Stored data
----
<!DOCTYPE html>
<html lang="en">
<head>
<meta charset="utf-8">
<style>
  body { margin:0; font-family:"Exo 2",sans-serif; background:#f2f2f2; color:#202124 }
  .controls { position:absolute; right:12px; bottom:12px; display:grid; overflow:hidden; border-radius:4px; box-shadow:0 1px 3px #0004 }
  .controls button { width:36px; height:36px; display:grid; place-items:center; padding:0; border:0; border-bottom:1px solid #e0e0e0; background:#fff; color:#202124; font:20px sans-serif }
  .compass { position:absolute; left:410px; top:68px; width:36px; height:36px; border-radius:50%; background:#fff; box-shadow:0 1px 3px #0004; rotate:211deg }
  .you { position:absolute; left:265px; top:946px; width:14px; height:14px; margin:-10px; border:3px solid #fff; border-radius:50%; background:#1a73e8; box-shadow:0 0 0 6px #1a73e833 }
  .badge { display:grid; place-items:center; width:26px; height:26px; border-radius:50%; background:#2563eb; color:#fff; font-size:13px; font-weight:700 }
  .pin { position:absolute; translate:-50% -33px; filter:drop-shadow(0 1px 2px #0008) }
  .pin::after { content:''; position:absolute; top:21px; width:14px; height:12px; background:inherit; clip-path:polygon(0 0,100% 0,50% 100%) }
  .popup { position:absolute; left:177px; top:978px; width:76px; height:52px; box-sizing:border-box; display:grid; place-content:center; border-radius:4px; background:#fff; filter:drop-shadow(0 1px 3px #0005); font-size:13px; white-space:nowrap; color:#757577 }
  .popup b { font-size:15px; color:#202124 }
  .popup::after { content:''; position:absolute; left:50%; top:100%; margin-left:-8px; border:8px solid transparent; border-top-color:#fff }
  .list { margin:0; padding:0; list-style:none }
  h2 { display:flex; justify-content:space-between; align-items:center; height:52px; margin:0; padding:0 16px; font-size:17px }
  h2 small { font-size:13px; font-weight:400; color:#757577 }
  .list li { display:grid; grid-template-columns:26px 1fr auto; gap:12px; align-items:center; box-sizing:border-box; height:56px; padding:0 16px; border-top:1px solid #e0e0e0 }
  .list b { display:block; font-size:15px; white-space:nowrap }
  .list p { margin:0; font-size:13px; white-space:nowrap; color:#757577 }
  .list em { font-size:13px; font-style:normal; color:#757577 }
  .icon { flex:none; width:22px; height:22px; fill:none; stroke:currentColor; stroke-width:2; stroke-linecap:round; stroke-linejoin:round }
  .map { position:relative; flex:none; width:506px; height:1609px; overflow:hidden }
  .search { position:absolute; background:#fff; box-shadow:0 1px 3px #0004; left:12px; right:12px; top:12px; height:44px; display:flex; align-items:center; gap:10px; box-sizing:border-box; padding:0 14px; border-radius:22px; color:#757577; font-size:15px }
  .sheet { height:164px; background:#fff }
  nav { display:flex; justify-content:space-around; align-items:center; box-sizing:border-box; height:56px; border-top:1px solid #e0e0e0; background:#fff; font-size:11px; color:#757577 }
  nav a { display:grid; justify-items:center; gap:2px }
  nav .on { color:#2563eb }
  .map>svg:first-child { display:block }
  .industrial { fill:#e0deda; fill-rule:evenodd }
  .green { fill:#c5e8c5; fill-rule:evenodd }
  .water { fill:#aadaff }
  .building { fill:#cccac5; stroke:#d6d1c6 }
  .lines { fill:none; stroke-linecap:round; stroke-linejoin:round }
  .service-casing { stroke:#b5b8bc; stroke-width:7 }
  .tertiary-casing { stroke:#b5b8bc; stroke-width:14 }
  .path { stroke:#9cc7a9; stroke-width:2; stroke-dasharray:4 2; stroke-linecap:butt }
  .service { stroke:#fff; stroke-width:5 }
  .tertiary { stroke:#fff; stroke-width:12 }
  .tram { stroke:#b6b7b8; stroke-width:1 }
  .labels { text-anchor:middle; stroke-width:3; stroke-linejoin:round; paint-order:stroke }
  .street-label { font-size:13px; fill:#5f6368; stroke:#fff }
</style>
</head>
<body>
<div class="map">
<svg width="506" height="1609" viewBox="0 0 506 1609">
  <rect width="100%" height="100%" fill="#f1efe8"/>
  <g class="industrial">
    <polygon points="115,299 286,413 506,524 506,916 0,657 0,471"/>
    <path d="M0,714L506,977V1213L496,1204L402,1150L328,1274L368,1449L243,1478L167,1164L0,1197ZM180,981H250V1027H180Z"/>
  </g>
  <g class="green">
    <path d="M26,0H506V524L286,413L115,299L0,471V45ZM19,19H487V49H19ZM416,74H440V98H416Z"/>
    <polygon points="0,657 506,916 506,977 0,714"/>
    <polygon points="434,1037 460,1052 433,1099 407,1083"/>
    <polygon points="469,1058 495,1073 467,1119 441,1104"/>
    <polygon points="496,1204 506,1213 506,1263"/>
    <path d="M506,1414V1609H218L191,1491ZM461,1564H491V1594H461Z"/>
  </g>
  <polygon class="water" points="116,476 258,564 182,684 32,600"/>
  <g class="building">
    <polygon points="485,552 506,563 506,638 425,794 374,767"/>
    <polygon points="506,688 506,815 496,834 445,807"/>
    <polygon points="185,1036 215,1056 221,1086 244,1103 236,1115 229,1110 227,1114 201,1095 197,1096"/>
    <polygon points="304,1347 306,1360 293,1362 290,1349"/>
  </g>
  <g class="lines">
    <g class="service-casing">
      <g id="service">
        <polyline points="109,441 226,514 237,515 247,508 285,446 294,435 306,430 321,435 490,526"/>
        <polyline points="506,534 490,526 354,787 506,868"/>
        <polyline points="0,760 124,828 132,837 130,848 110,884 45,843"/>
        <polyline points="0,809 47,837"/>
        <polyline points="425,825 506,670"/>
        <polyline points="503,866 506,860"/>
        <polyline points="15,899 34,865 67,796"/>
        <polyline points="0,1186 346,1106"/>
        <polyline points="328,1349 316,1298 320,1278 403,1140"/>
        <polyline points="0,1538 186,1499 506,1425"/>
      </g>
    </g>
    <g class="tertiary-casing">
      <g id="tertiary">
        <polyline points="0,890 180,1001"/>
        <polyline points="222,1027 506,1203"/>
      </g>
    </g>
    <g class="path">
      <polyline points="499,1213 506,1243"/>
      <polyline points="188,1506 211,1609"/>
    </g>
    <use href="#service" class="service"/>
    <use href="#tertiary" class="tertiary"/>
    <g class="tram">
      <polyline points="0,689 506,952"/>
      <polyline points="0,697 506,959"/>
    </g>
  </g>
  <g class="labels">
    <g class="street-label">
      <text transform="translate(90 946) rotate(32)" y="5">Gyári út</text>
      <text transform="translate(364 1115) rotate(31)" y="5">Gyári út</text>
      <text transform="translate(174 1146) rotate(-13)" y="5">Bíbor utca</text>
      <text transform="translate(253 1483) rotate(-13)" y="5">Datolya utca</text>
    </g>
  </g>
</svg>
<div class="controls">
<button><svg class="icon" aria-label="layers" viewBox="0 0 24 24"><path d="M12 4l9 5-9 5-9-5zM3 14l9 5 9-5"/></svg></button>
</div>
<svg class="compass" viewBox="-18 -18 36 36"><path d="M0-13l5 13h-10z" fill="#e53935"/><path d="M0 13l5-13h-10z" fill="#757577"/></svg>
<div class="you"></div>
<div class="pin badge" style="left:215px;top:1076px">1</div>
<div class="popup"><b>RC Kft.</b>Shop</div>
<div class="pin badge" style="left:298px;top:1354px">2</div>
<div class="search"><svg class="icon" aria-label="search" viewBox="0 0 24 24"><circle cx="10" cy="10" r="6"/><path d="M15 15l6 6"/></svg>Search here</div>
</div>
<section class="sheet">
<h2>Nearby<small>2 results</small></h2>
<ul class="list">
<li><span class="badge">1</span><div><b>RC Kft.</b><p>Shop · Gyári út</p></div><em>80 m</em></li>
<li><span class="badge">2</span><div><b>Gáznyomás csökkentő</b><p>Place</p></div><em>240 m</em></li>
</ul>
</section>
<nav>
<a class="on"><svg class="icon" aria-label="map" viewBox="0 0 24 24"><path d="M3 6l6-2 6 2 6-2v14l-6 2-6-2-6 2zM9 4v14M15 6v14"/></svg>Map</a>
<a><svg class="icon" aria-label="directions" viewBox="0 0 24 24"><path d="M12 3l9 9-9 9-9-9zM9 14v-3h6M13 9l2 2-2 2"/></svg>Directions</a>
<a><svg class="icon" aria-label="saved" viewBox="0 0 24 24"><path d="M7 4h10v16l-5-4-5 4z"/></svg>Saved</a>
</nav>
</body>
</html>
----
## WORK INSTRUCTIONS
Going through the data above, return each line with the word "lines".

## FINISHED TASK
  .lines { fill:none; stroke-linecap:round; stroke-linejoin:round }
  <g class="lines">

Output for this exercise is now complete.